## EXERCISE DETAILS
If a line of the entries below includes the word "look", it counts; state the total and nothing further.

## SUPPLIED MATERIAL

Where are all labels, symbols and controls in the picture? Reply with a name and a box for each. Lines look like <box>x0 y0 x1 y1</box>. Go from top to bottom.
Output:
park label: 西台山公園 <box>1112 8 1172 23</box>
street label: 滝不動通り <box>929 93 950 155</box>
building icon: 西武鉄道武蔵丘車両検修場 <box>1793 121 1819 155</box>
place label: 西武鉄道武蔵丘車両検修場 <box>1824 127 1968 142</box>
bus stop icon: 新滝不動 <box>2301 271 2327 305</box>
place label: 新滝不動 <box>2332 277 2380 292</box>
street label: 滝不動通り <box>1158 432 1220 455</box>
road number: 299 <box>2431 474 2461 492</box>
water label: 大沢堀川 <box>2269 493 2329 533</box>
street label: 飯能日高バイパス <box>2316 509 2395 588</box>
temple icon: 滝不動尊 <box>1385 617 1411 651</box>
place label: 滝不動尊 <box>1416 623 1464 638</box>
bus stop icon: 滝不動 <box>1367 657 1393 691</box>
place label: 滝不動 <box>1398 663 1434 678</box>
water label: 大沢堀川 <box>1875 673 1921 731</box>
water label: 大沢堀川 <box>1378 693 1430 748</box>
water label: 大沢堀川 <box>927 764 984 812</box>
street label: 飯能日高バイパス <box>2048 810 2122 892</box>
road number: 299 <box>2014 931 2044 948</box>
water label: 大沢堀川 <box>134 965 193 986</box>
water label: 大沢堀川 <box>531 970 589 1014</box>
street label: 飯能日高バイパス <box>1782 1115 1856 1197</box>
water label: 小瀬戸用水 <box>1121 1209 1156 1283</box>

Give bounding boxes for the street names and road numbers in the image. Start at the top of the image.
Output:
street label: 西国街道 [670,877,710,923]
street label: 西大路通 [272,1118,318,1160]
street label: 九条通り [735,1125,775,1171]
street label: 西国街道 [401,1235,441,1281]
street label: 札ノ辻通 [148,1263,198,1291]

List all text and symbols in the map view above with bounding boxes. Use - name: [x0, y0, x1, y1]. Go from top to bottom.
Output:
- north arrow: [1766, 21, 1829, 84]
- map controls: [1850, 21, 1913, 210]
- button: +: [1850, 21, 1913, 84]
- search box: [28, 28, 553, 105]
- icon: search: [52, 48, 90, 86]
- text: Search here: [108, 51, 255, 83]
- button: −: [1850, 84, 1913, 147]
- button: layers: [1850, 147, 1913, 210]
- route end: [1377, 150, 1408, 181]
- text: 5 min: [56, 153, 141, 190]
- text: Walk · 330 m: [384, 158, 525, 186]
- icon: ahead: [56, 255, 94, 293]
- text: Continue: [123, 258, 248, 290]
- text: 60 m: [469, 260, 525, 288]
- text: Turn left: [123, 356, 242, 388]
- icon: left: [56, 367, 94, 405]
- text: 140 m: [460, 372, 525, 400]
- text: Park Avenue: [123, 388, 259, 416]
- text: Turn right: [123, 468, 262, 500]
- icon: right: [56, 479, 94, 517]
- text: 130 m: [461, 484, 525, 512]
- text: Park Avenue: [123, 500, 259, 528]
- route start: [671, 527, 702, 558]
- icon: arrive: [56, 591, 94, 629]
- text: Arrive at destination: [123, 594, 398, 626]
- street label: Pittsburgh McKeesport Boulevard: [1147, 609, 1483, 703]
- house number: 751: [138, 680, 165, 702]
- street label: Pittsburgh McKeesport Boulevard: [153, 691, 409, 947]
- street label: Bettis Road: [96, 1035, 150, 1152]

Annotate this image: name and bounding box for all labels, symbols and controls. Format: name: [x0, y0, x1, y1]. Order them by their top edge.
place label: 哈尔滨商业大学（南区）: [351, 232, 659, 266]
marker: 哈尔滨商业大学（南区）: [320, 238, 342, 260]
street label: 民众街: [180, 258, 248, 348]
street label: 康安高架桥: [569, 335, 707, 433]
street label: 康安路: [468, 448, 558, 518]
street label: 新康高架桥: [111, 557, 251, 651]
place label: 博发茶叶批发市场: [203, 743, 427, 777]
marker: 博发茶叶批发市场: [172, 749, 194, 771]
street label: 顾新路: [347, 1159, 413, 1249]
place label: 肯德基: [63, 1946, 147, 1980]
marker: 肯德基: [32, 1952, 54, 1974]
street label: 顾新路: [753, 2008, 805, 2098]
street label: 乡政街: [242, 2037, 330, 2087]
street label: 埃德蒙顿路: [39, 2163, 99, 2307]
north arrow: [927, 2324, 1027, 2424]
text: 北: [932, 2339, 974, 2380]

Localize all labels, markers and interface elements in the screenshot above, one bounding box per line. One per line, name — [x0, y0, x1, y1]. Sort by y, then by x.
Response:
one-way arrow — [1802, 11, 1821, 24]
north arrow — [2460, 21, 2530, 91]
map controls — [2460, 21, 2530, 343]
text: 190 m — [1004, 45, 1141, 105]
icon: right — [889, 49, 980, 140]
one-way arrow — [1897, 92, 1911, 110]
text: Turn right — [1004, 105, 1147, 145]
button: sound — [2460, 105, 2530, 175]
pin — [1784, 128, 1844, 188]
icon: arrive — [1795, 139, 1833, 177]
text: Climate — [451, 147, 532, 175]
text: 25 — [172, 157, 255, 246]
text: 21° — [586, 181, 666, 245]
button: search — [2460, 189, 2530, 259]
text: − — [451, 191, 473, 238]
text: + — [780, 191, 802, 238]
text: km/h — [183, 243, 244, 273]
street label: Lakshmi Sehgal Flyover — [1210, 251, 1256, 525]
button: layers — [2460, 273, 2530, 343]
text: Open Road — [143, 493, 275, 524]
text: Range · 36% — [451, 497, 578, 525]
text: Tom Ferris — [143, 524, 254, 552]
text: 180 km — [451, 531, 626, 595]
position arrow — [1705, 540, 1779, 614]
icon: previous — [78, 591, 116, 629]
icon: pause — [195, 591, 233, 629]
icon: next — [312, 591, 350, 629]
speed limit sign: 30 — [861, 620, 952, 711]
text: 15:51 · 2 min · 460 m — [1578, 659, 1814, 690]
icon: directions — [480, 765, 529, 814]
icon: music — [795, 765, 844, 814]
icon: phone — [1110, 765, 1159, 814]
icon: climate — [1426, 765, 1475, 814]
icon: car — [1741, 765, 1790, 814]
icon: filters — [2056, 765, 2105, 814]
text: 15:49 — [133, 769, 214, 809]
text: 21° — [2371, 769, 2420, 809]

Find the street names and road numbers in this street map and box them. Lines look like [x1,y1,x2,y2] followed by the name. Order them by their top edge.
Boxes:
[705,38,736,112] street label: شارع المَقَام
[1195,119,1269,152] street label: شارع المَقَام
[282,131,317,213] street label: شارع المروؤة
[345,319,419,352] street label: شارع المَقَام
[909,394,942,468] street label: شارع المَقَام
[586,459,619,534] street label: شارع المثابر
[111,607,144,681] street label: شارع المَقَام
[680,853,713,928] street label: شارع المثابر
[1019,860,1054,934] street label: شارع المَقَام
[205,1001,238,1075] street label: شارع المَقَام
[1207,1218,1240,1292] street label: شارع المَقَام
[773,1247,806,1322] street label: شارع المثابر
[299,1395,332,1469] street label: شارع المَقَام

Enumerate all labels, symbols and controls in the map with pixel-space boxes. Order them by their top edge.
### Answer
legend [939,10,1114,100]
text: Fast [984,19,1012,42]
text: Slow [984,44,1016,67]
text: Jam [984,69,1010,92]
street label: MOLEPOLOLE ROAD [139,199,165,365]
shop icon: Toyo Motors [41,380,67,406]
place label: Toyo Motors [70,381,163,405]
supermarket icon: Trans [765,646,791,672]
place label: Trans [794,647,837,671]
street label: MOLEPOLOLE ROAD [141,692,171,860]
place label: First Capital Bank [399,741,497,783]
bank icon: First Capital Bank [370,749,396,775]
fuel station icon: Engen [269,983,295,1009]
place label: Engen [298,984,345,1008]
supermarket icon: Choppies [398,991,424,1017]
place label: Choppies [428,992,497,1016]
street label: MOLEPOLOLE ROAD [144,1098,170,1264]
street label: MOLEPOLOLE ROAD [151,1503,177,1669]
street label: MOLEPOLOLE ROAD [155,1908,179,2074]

## SOLUTION FOR THIS TASK
2